DATA:
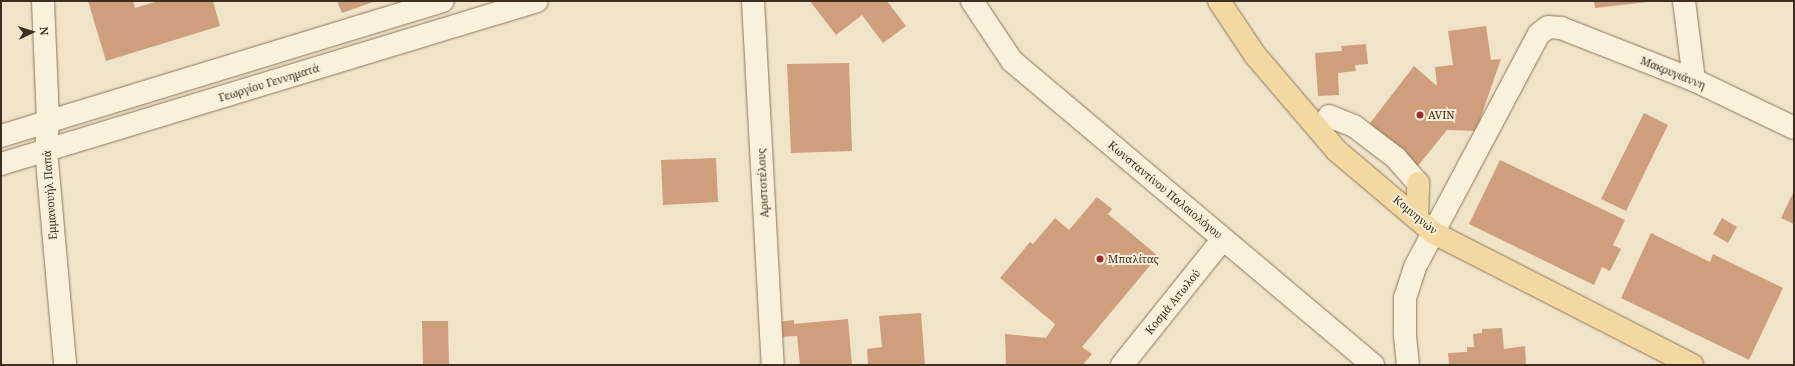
<!DOCTYPE html>
<meta charset="utf-8">
<style>
body{margin:0}
#map{position:relative;width:1795px;height:366px;overflow:hidden;background:#f0e4c8;font-family:"Noto Serif",serif}
div>[style]{position:absolute}
[style*='--x']{left:calc(var(--x)*1px);top:calc(var(--y)*1px);width:calc(var(--w)*1px);rotate:calc(var(--a)*1deg)}
.building>*{inset:0;background:#cf9f7d}
.roads{filter:drop-shadow(0 0 1px #8d765c) drop-shadow(0 0 1px #8d765c)}
.minor>*{height:22px;margin:-11px;padding:0 11px;transform-origin:11px;border-radius:11px;background:#faf1dc}
.major>*{height:22px;margin:-11px;padding:0 11px;transform-origin:11px;border-radius:11px;background:#f3d9a0}
.dots>*{width:11px;height:11px;translate:-50% -50%;box-sizing:border-box;border:2px solid #f7eed8;border-radius:50%}
span{translate:-50% -50%;white-space:nowrap;text-align:center;line-height:1.15;-webkit-text-stroke:4px #f7eed8;paint-order:stroke}
.street-label{font-size:11px;color:#3d2e20}
.poi-label{font-size:11px;color:#3d2e20}
.left{translate:0 -50%;text-align:left}
.frame{position:absolute;inset:0;border:2px solid #3d2e20;pointer-events:none}
.north{position:absolute;left:12px;top:12px;width:40px;height:40px;-webkit-text-stroke:3px #f7eed8;paint-order:stroke;rotate:86deg;font-size:11px;font-weight:700;line-height:16px;text-align:center;color:#3d2e20}
.north::after{content:'';display:block;margin:auto;width:14px;height:18px;background:#3d2e20;clip-path:polygon(50% 0,100% 100%,50% 72%,0 100%)}
</style>
<div id="map">
<div class="building">
<i style="clip-path:polygon(88px 1px,133px 1px,135px 8px,158px 1px,213px 1px,220px 26px,106px 61px)"></i>
<i style="clip-path:polygon(337px 1px,376px 1px,342px 13px)"></i>
<i style="clip-path:polygon(810px 1px,887px 1px,906px 26px,883px 43px,862px 15px,836px 35px)"></i>
<i style="clip-path:polygon(1594px 1px,1647px 1px,1647px 2px,1595px 8px)"></i>
<i style="clip-path:polygon(1486px 26px,1491px 60px,1501px 59px,1476px 131px,1447px 130px,1417px 167px,1367px 127px,1414px 66px,1437px 86px,1435px 67px,1453px 65px,1448px 31px)"></i>
<i style="clip-path:polygon(1366px 44px,1368px 64px,1355px 65px,1356px 71px,1338px 73px,1339px 95px,1318px 96px,1315px 53px,1342px 51px,1341px 46px)"></i>
<i style="clip-path:polygon(849px 63px,852px 151px,791px 153px,787px 64px)"></i>
<i style="clip-path:polygon(1644px 113px,1668px 125px,1626px 211px,1601px 199px)"></i>
<i style="clip-path:polygon(716px 158px,718px 202px,663px 205px,661px 160px)"></i>
<i style="clip-path:polygon(1500px 160px,1625px 220px,1613px 245px,1621px 249px,1610px 271px,1602px 267px,1594px 285px,1469px 224px)"></i>
<i style="clip-path:polygon(1794px 191px,1794px 224px,1781px 218px)"></i>
<i style="clip-path:polygon(1097px 197px,1112px 209px,1108px 214px,1158px 256px,1082px 347px,1092px 354px,1083px 365px,1006px 365px,1005px 334px,1046px 338px,1055px 324px,1000px 278px,1030px 242px,1033px 244px,1055px 218px,1069px 230px)"></i>
<i style="clip-path:polygon(1722px 218px,1737px 227px,1728px 243px,1713px 234px)"></i>
<i style="clip-path:polygon(1651px 233px,1710px 262px,1713px 254px,1783px 288px,1749px 360px,1621px 298px)"></i>
<i style="clip-path:polygon(921px 313px,925px 365px,868px 365px,867px 349px,882px 347px,879px 316px)"></i>
<i style="clip-path:polygon(848px 319px,852px 365px,800px 365px,797px 336px,780px 337px,779px 322px,794px 320px,794px 324px)"></i>
<i style="clip-path:polygon(422px 321px,448px 321px,449px 365px,423px 365px)"></i>
<i style="clip-path:polygon(1502px 328px,1504px 349px,1525px 346px,1526px 364px,1449px 365px,1448px 353px,1467px 352px,1467px 347px,1474px 347px,1473px 334px,1482px 333px,1482px 329px)"></i>
</div>
<div class="roads">
<div class="minor">
<i style="--x:43;--y:1;--w:121;--a:87.6"></i>
<i style="--x:48;--y:122;--w:28;--a:94"></i>
<i style="--x:46;--y:150;--w:216;--a:84.9"></i>
<i style="--x:753;--y:1;--w:365;--a:86.9"></i>
<i style="--x:972;--y:1;--w:72;--a:56.3"></i>
<i style="--x:1012;--y:61;--w:472;--a:40.1"></i>
<i style="--x:1684;--y:1;--w:80;--a:82.8"></i>
<i style="--x:1329;--y:116;--w:27;--a:22"></i>
<i style="--x:1354;--y:126;--w:53;--a:37.3"></i>
<i style="--x:1396;--y:158;--w:33;--a:49"></i>
<i style="--x:1;--y:136;--w:462;--a:-17"></i>
<i style="--x:1;--y:164;--w:560;--a:-16.91"></i>
<i style="--x:1122;--y:365;--w:161;--a:-51.3"></i>
<i style="--x:1408;--y:365;--w:31;--a:-96"></i>
<i style="--x:1405;--y:334;--w:36;--a:-90"></i>
<i style="--x:1405;--y:298;--w:33;--a:-72"></i>
<i style="--x:1415;--y:267;--w:264;--a:-62"></i>
<i style="--x:1539;--y:34;--w:11;--a:-38"></i>
<i style="--x:1548;--y:27;--w:13;--a:4"></i>
<i style="--x:1561;--y:28;--w:143;--a:21.4"></i>
<i style="--x:1694;--y:80;--w:111;--a:25.6"></i>
</div>
<div class="major">
<i style="--x:1219;--y:1;--w:65;--a:56.3"></i>
<i style="--x:1255;--y:55;--w:126;--a:49.5"></i>
<i style="--x:1337;--y:151;--w:127;--a:40.2"></i>
<i style="--x:1434;--y:233;--w:290;--a:27.1"></i>
<i style="--x:1417;--y:218;--w:35;--a:-88"></i>
</div>
</div>
<div class="dots">
<i style="left:1420px;top:115px;background:#9e2a2b"></i>
<i style="left:1100px;top:259px;background:#9e2a2b"></i>
</div>
<div class="street-label">
<span style="left:1673px;top:73px;rotate:22deg">Μακρυγιάννη</span>
<span style="left:269px;top:83px;rotate:-17deg">Γεωργίου Γεννηματά</span>
<span style="left:763px;top:183px;rotate:-93deg">Αριστοτέλους</span>
<span style="left:1165px;top:190px;rotate:40deg">Κωνσταντίνου Παλαιολόγου</span>
<span style="left:50px;top:195px;rotate:-94deg">Εμμανουήλ Παπά</span>
<span style="left:1415px;top:215px;rotate:40deg">Κομνηνών</span>
<span style="left:1173px;top:302px;rotate:-51deg">Κοσμά Αιτωλού</span>
</div>
<div class="poi-label">
<span class="left" style="left:1428px;top:115px">AVIN</span>
<span class="left" style="left:1108px;top:259px">Μπαλίτας</span>
</div>
<div class="frame"></div>
<div class="north">N</div>
</div>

EXERCISE DESCRIPTION: If a line above includes the string "stroke", pick it out.

ANSWER TO THIS TASK:
span{translate:-50% -50%;white-space:nowrap;text-align:center;line-height:1.15;-webkit-text-stroke:4px #f7eed8;paint-order:stroke}
.north{position:absolute;left:12px;top:12px;width:40px;height:40px;-webkit-text-stroke:3px #f7eed8;paint-order:stroke;rotate:86deg;font-size:11px;font-weight:700;line-height:16px;text-align:center;color:#3d2e20}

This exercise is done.